Lakers urged to cut ties with declining $101 million superstar before trade deadline

  • Caleb Hightower
  • December 31, 2025
Calls are growing louder around the league for the Los Angeles Lakers to make a hard, emotionally charged decision: move on from a highly paid, fading star with roughly $101 million left on his contract before the trade deadline closes their window of flexibility.

The debate cuts to the core of the franchise’s identity. The Lakers have long been defined by star power and loyalty to marquee names, but the modern NBA is increasingly unforgiving toward aging, high-salary players who no longer deliver consistent, top-tier impact. When a contract of that magnitude sits on the books without matching production, it can stall roster construction, limit depth, and shrink the margin for error around the remaining core.

League executives and analysts see the Lakers at a crossroads. On one side is sentiment, brand value, and the fear of mismanaging a superstar’s twilight years. On the other is the cold calculus of cap sheets, trade exceptions, and the need to surround LeBron James and Anthony Davis with more reliable two-way contributors. In a Western Conference where contenders regularly roll out three or four high-level starters plus a deep bench, a declining max-level player can be the difference between a title push and a first-round exit.

The argument for cutting ties centers less on blame and more on opportunity cost. Every possession a slowing star uses is one that could go to a younger, more dynamic piece. Every dollar tied up in a diminishing role is a dollar that cannot be redirected toward shooting, perimeter defense, or playmaking insurance. The Lakers’ margin is thin enough that sentimentality has real competitive consequences.

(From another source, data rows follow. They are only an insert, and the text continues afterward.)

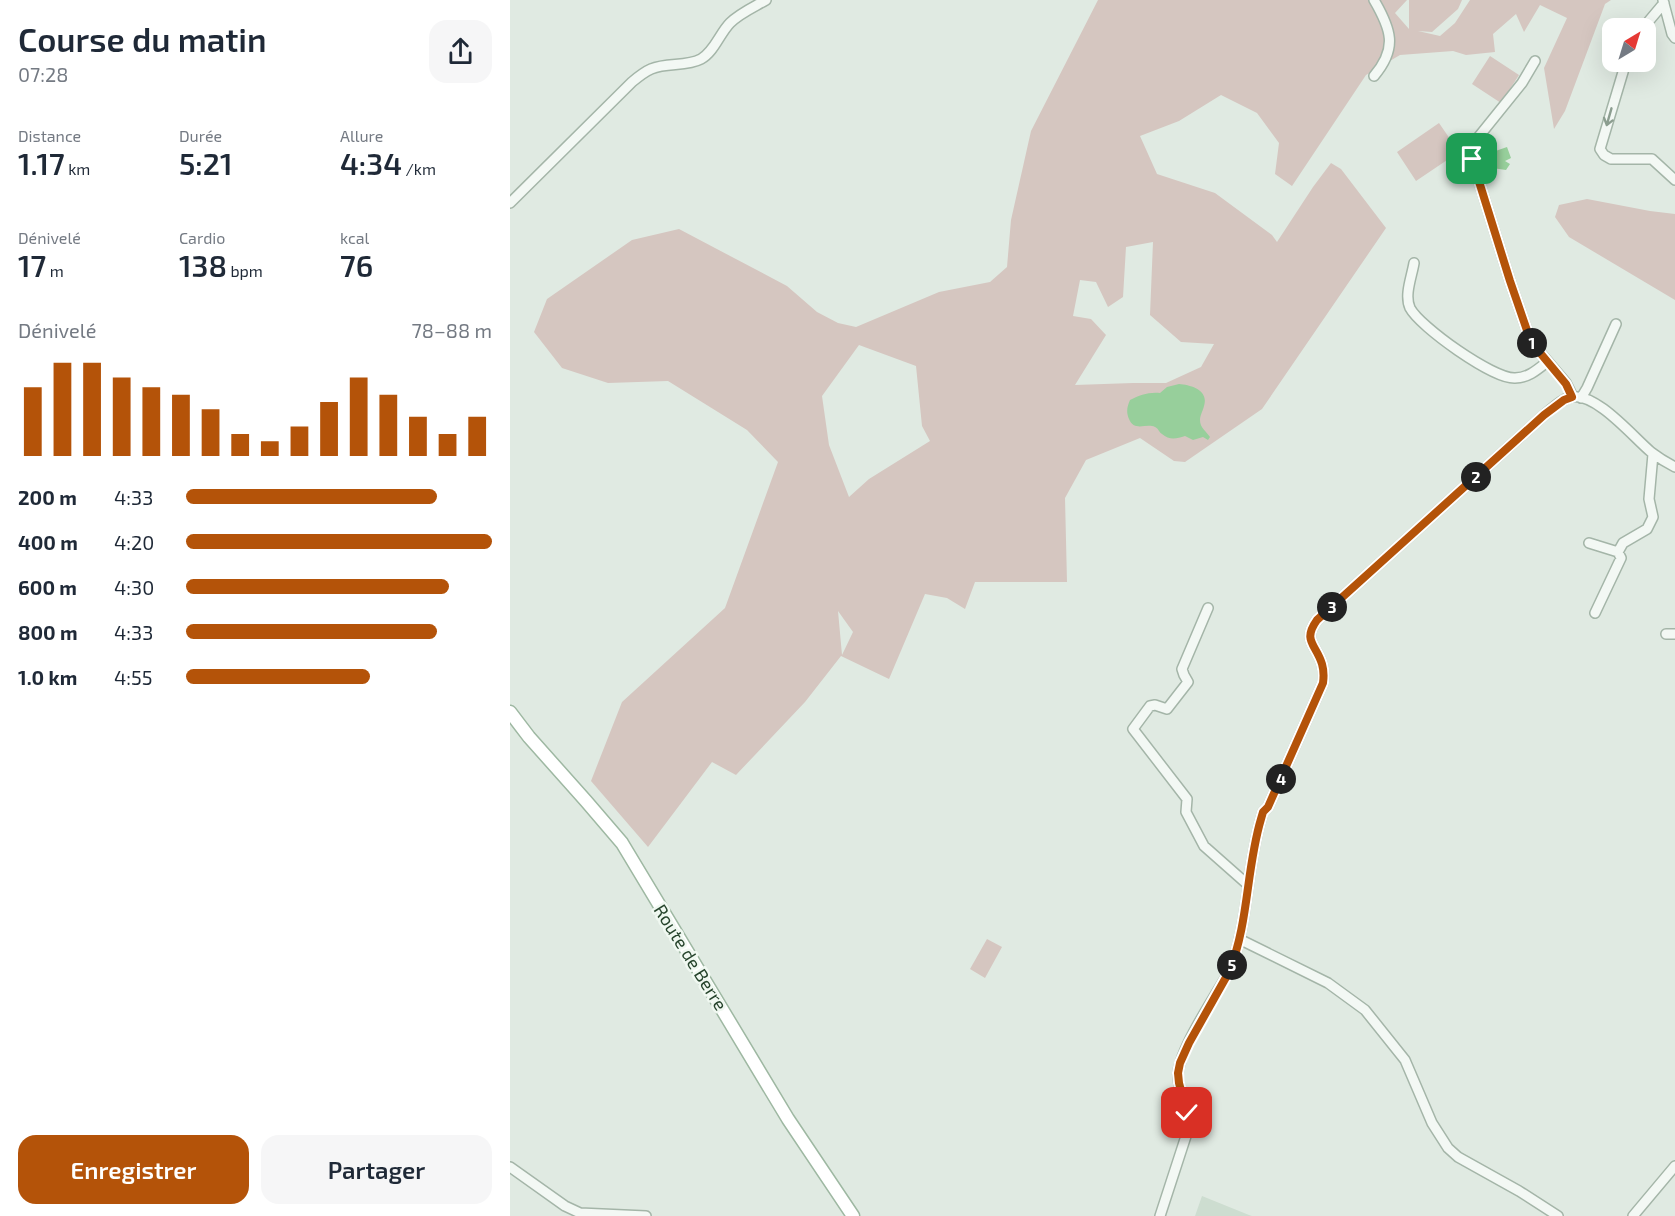 <!DOCTYPE html>
<html lang="fr">
<head>
<meta charset="utf-8">
<style>
  :root { --surface:#fff; --page:#f6f6f7; --text:#1f2937; --muted:#747a83; --accent:#b45309 }
  body { margin:0; font-family:"Exo 2",sans-serif; background:var(--page); color:var(--text); height:100vh; display:flex; flex-direction:column; font-size:22px; white-space:nowrap }
  * { box-sizing:border-box; margin:0 }
  p { font-size:20px; color:var(--muted) }
  .icon { flex:none; width:33px; height:33px; fill:none; stroke:currentColor; stroke-width:2; stroke-linecap:round; stroke-linejoin:round }
  .map { position:relative; flex:1; overflow:hidden }
  .drawer { display:flex; flex-direction:column; background:var(--surface); width:510px }
  .drawer>* { flex:none }
  .needle { width:39px; rotate:38deg }
  .controls { position:absolute; left:1092px; top:18px; display:grid; gap:12px }
  .controls a { display:grid; place-items:center; width:54px; height:54px; border-radius:12px; background:var(--surface); box-shadow:0 6px 24px #0002; font-size:30px }
  .pin { position:absolute; display:grid; place-items:center; width:51px; height:51px; color:#fff; margin:-26px; border-radius:12px; box-shadow:0 3px 9px #0006 }
  .km { position:absolute; width:30px; height:30px; margin:-15px; border-radius:50%; background:#222; color:#fff; font-size:16px; line-height:30px; text-align:center }
  .round { display:grid; place-items:center; flex:none; width:63px; height:63px; border-radius:18px; background:var(--page) }
  .headline { display:flex; align-items:center; justify-content:space-between; height:102px; padding:0 18px }
  h1 { font-size:33px; font-weight:600; line-height:45px }
  .stats { display:grid; grid-template-columns:repeat(3,1fr); gap:9px; height:102px; padding:6px 18px }
  .stats div { display:grid; align-content:center }
  .stats b { font-size:30px; font-weight:600 }
  .stats small { font-size:16px; font-weight:400 }
  .stats p { font-size:16px }
  .chart { height:168px; padding:12px 18px }
  .chart p { display:flex; justify-content:space-between }
  .chart svg { width:100%; height:108px; margin-top:6px; stroke:var(--accent); stroke-width:6 }
  .primary-button { display:flex; gap:12px; margin-top:auto; padding:12px 18px }
  .primary-button a { flex:1; height:69px; border-radius:18px; background:var(--accent); color:#fff; font-size:24px; font-weight:600; line-height:69px; text-align:center }
  .primary-button a+a { background:var(--page); color:var(--text) }
  ul { padding:0 18px; list-style:none; font-size:20px }
  li { display:grid; grid-template-columns:96px 72px 1fr; align-items:center; height:45px }
  li i { height:15px; border-radius:8px; background:var(--accent) }
  main { display:flex; flex:1; min-height:0 }
  .map>svg:first-child { display:block }
  .built { fill:#cdddd0 }
  .green { fill:#d5c6c0; fill-rule:evenodd }
  .water { fill:#97cf9b }
  .lines { fill:none; stroke-linecap:round; stroke-linejoin:round }
  .minor-casing { stroke:#a4b5a8; stroke-width:12 }
  .major-casing { stroke:#9eb8a2; stroke-width:15 }
  .minor { stroke:#f3f8f4; stroke-width:9 }
  .major { stroke:#fff; stroke-width:12 }
  .oneway { stroke:#8c9e90 }
  .route-casing { stroke:#fff; stroke-width:12 }
  .route { stroke:#b45309; stroke-width:8 }
  .labels { text-anchor:middle; dominant-baseline:central; stroke-width:5; stroke-linejoin:round; paint-order:stroke }
  .street-label { font-size:18px; fill:#26442c; stroke:#f0f8f1 }
</style>
</head>
<body>
<main>
<section class="drawer">
<div class="headline"><div><h1>Course du matin</h1><p>07:28</p></div><a class="round"><svg class="icon" aria-label="share" viewBox="0 0 24 24"><path d="M12 15V3M7 8l5-5 5 5M5 13v7h14v-7"/></svg></a></div>
<div class="stats">
<div><p>Distance</p><b>1.17<small> km</small></b></div>
<div><p>Durée</p><b>5:21</b></div>
<div><p>Allure</p><b>4:34<small> /km</small></b></div>
</div>
<div class="stats">
<div><p>Dénivelé</p><b>17<small> m</small></b></div>
<div><p>Cardio</p><b>138<small> bpm</small></b></div>
<div><p>kcal</p><b>76</b></div>
</div>
<div class="chart"><p><span>Dénivelé</span>78–88 m</p>
<svg viewBox="0 0 160 44" preserveAspectRatio="none"><path d="M5 44V16M15 44V6M25 44V6M35 44V12M45 44V16M55 44V19M65 44V25M75 44V35M85 44V38M95 44V32M105 44V22M115 44V12M125 44V19M135 44V28M145 44V35M155 44V28"/></svg>
</div>
<ul>
<li><b>200 m</b>4:33<i style="width:82%"></i></li>
<li><b>400 m</b>4:20<i style="width:100%"></i></li>
<li><b>600 m</b>4:30<i style="width:86%"></i></li>
<li><b>800 m</b>4:33<i style="width:82%"></i></li>
<li><b>1.0 km</b>4:55<i style="width:60%"></i></li>
</ul>
<div class="primary-button"><a>Enregistrer</a><a>Partager</a></div>
</section>
<div class="map">
<svg width="1165" height="1216" viewBox="0 0 1165 1216">
  <rect width="100%" height="100%" fill="#e0eae2"/>
  <path class="built" d="M692 1196 739 1215 742 1216H685Z"/>
  <path class="green" d="M588 0H897L885 13 899 29V0H952L948 9 922 32 908 31 930 36 945 23 960 0H1101L1095 4 1055 111 1044 129 1034 68 1057 18 1030 5 1014 32 1006 14 983 34 985 52 956 55 943 51 890 55 856 75 782 186 765 174 769 143 747 113 711 95 669 121 630 136 647 174 705 193 762 235 767 242 803 187 821 163 831 169 876 228 752 409 675 462 664 461 630 438 576 460 555 498 557 582H465L455 609 437 598 415 594 379 679 331 656 295 702 226 775 202 762 138 847 81 781 112 702 215 608 268 462 237 430 158 381 98 383 52 368 24 332 37 299 122 240 169 229 277 286 307 312 328 323 346 327 429 292 480 282 497 267 501 220 521 131ZM643 242 640 315 671 342 704 344 691 367 656 383H623L565 385 596 335 581 319 563 316 570 280 586 282 598 307 613 297 616 247ZM349 345 406 366 412 426 420 441 359 479 339 497 319 445 312 396ZM328 611 343 632 332 655Z
    M980 56 1009 75 991 103 962 84Z
    M929 123 949 152 906 181 887 152Z
    M1077 199 1140 211 1165 214V300L1059 237 1045 217 1049 205Z
    M477 939 492 947 475 978 460 969Z"/>
  <path class="water" d="M997 147 1001 158 995 161 1000 164 996 170 982 168 981 166H978L974 155Z
    M669 384C681 385 699 390 694 406 693 411 690 415 690 420 690 428 696 431 700 437L698 440 693 437 683 440 675 436C666 439 659 440 652 434 648 431 649 429 645 427 636 423 624 432 619 419 616 412 617 407 620 400 630 395 638 392 650 393L657 387Z"/>
  <g class="lines">
    <g class="minor-casing">
      <path id="minor" d="M1153 0 1162 34 1165 38
        M1133 28 1154 3
        M1025 61 1012 83 962 145V159L1000 281 1021 342 1056 383 1063 397
        M1116 62 1090 149 1094 155 1101 159H1142L1165 180
        M864 76C888 48 881 29 864 0
        M0 203 122 82C128 77 134 72 141 69 157 62 176 67 191 59 204 52 210 33 220 23 230 13 244 7 256 0
        M904 263C902 276 894 295 900 308 910 327 983 379 1005 378 1018 378 1027 370 1037 362
        M1071 398 1077 388 1106 324
        M1079 543 1108 552 1113 543 1137 529 1143 517 1139 499 1143 454
        M698 608 672 669 674 675 678 682 657 709 645 705 640 706 623 729 677 799 676 812 694 846 737 884
        M1085 613 1111 558 1108 552
        M1156 634H1165
        M729 939 818 983 855 1010 895 1060 922 1123 938 1148 948 1157 1009 1191 1048 1216
        M0 1167 55 1206 70 1213 136 1216
        M650 1216 677 1133C678 1126 679 1120 678 1114 675 1100 667 1087 668 1073 671 1047 705 996 719 972 739 923 736 869 751 819L753 812 758 807 813 683C814 676 814 671 812 664 806 644 792 641 807 620L1034 415C1042 409 1051 399 1061 397 1086 392 1123 437 1141 452 1149 458 1157 463 1165 467
        M1123 1216 1165 1166"/>
    </g>
    <g class="major-casing">
      <path id="major" d="M0 712 19 737 76 801 112 843 278 1119 343 1216"/>
    </g>
    <use href="#minor" class="minor"/>
    <use href="#major" class="major"/>
  </g>
  <defs><path id="oneway-shaft" d="M-6 0H5M1.5-3L5.5 0L1.5 3" fill="none" stroke-width="1.6" stroke-linecap="round" stroke-linejoin="round" transform="scale(1.5)"/></defs>
  <use class="oneway" href="#oneway-shaft" transform="translate(1099 117) rotate(106)"/>
  <g class="lines">
    <g class="route-casing">
      <path id="route" d="M677 1113 669 1083 668 1073 670 1063 679 1043 719 972C739 923 736 869 751 819L753 812 758 807 813 683C814 676 814 671 812 664 806 644 792 641 807 620L1034 415 1054 400 1062 397 1056 384 1021 342 1000 281 962 159"/>
    </g>
    <use href="#route" class="route"/>
  </g>
  <g class="labels">
    <g class="street-label">
      <text transform="translate(181 957) rotate(58)">Route de Berre</text>
    </g>
  </g>
</svg>
<div class="controls">
<a><svg class="needle" viewBox="-14 -14 28 28"><path d="M0-13l5 13h-10z" fill="#e53935"/><path d="M0 13l5-13h-10z" fill="#747a83"/></svg></a>
</div>
<div class="pin" style="left:962px;top:159px;background:#1e9e55"><svg class="icon" aria-label="arrive" viewBox="0 0 24 24"><path d="M6 21V4h12l-3 4 3 4H6"/></svg></div>
<div class="pin" style="left:677px;top:1113px;background:#d93025"><svg class="icon" aria-label="check" viewBox="0 0 24 24"><path d="M5 12l5 5 9-10"/></svg></div>
<b class="km" style="left:1022px;top:343px">1</b>
<b class="km" style="left:966px;top:477px">2</b>
<b class="km" style="left:822px;top:607px">3</b>
<b class="km" style="left:771px;top:779px">4</b>
<b class="km" style="left:722px;top:965px">5</b>
</div>
</main>
</body>
</html>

Moving such a contract is never simple. It likely requires attaching draft capital or taking back long-term money, and it risks a public relations backlash if fans view the move as disrespectful. Yet for a franchise that measures success in championships, not nostalgia, the pressure is mounting to act decisively. The question is whether the Lakers are willing to detach from a big name to build a better team, or whether they will ride out the decline and hope past greatness can still carry them in the present.